Pytorch NNUE training

gladius · Post by **gladius** » Sun Nov 08, 2020 9:56 pm

I started an implementation of the SF NNUE training in Pytorch: https://github.com/glinscott/nnue-pytorch. It's mostly working now, but the huge gap is exporting data that matches the quantization that the SF nodchip trainer does. Training process is working quite well.
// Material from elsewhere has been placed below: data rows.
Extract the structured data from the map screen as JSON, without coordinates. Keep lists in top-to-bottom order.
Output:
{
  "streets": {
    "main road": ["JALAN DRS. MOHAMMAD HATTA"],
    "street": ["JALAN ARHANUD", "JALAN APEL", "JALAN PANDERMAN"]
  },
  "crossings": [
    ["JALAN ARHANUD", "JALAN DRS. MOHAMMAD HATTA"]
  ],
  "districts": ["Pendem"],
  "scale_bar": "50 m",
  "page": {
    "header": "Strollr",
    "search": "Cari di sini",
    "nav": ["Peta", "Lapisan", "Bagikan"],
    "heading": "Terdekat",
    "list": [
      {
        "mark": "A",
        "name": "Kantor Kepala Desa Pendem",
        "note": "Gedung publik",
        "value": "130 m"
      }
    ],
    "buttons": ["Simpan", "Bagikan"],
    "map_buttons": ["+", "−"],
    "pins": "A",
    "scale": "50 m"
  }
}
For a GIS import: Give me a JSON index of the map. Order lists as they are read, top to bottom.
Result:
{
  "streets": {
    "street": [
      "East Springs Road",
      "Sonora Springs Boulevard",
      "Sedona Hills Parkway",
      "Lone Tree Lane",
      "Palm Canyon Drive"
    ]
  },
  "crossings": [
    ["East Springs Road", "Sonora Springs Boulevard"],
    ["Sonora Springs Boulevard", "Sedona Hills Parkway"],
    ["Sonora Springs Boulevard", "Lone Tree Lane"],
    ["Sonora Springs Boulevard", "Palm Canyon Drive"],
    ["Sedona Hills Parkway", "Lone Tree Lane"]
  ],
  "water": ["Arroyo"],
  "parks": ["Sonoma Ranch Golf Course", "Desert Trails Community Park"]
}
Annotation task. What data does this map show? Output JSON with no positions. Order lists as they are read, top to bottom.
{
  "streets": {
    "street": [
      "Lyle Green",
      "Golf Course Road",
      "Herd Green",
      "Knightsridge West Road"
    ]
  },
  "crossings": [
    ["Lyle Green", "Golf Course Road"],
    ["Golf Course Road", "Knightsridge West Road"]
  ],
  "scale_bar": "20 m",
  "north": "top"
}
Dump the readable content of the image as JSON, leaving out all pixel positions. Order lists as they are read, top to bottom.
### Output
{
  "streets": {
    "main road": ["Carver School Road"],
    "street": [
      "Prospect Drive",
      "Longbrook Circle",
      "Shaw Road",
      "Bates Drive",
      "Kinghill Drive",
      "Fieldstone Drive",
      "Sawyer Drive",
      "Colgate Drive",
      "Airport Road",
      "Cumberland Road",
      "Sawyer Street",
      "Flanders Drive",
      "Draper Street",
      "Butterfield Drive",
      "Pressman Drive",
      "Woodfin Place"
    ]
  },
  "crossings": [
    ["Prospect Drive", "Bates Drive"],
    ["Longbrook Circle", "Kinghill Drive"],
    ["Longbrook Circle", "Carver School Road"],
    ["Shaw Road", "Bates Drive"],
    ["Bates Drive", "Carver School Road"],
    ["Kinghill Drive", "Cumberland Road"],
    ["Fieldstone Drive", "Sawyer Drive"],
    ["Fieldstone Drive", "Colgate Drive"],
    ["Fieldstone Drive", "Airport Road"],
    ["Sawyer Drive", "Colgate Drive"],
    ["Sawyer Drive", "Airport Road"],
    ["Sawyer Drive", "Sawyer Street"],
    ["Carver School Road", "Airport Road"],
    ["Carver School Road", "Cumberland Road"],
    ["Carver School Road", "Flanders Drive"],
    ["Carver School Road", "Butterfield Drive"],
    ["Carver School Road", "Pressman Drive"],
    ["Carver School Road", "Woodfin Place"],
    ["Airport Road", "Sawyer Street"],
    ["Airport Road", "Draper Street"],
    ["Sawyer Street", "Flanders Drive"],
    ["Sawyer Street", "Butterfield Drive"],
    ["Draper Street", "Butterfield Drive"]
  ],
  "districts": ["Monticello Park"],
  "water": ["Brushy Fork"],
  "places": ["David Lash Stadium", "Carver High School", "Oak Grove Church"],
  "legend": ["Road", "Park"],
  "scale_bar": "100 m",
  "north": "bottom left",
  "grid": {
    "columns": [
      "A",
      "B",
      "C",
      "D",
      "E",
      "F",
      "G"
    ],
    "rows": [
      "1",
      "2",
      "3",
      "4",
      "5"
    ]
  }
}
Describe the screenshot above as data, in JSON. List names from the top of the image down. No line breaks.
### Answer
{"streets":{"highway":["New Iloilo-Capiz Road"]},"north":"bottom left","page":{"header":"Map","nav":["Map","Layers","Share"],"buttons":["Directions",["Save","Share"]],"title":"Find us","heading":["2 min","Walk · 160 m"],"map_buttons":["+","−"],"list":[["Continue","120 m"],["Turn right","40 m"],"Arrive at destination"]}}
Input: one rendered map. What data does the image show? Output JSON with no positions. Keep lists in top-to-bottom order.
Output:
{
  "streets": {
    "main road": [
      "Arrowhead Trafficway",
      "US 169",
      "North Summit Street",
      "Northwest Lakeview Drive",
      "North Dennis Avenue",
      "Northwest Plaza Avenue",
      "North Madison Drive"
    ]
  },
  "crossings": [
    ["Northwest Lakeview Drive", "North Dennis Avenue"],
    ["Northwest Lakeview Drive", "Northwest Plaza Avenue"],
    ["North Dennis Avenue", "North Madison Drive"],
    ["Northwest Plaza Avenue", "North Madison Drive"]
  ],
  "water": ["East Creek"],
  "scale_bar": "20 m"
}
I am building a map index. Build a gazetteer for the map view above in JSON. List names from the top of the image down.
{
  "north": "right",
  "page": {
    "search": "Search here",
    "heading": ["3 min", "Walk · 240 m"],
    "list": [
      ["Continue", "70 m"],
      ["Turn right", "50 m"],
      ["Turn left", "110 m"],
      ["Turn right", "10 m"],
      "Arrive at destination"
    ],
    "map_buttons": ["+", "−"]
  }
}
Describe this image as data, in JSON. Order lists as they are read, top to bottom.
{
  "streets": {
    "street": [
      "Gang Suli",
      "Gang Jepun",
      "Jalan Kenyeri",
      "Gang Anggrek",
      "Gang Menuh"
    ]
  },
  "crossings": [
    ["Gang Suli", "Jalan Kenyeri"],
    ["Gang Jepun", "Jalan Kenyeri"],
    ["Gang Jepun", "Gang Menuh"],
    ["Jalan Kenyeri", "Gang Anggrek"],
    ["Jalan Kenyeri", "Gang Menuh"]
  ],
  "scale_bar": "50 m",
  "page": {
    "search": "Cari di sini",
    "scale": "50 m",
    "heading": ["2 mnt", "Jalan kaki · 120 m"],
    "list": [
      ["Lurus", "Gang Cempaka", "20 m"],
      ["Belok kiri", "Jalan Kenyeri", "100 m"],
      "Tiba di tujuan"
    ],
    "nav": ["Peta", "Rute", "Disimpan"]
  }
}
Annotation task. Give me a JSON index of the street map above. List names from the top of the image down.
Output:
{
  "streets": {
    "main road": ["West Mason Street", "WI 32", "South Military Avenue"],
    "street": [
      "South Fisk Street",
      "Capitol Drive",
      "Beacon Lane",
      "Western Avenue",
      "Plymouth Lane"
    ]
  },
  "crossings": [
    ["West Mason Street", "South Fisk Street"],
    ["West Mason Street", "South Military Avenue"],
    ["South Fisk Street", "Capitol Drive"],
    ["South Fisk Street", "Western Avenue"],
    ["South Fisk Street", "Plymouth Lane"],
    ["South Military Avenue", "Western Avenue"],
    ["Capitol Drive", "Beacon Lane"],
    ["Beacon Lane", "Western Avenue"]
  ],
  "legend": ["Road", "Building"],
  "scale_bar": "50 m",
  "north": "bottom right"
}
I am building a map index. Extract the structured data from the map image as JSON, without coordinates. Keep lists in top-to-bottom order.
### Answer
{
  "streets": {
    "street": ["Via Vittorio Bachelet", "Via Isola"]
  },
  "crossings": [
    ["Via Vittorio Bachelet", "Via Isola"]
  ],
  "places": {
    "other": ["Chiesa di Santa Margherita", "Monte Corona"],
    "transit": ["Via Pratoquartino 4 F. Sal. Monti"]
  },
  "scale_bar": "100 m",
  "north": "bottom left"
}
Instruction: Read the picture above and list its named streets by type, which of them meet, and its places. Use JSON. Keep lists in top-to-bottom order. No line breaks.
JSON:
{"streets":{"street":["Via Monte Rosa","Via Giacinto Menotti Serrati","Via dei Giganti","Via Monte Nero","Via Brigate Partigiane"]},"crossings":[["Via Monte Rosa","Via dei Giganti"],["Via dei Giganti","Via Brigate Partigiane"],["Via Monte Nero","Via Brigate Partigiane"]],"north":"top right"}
I've implemented two quantization approaches at the moment:
1. nodchip - https://github.com/glinscott/nnue-pytor ... rialize.py - which tries to exactly match the nodchip implementation. So far, it results in some fairly busted evaluations though - even for nets that train to relatively low loss. Notably, the net is taught to directly predict SF internal score (very roughly 0x100 for pawn, 0x300 knight, etc.). The relu implementation is also quite non-standard, clamping the output to (0, 1). This makes training pretty challenging as well, although the nodchip trainer uses some interesting weight/bias initialization to help with this it appears. Pytorch makes the implementation of this so simple though, it's really an awesome framework (https://github.com/glinscott/nnue-pytor ... py#L23-L31):

Code: Select all

  def forward(self, us, them, w_in, b_in):
    w = self.input(w_in)
    b = self.input(b_in)
    l0_ = (us * torch.cat([w, b], dim=1)) + (them * torch.cat([b, w], dim=1))
    l0_ = torch.clamp(l0_, 0.0, 1.0)
    l1_ = torch.clamp(self.l1(l0_), 0.0, 1.0)
    l2_ = torch.clamp(self.l2(l1_), 0.0, 1.0)
    x = self.output(l2_)
    return x

2. Pytorch quantization - this uses the pytorch framework (https://github.com/glinscott/nnue-pytor ... py#L60-L87), which does quantization based on statistics of the weights/biases and the activations that are seen in practice. This should theoretically result in more accurate loss - but, it only uses 8 bit weights and activations. The nodchip implementation has some really interesting choices there, using 16 bits for the feature transformer layer, and 8 bits for the fully connected layers. The tricky part here would be porting facebooks fbgemm (https://engineering.fb.com/2018/11/07/m ... ns/fbgemm/) implementation into SF, but I think this approach has more headroom to grow. It also avoids the clipped relu training issues, as it's just a normal relu.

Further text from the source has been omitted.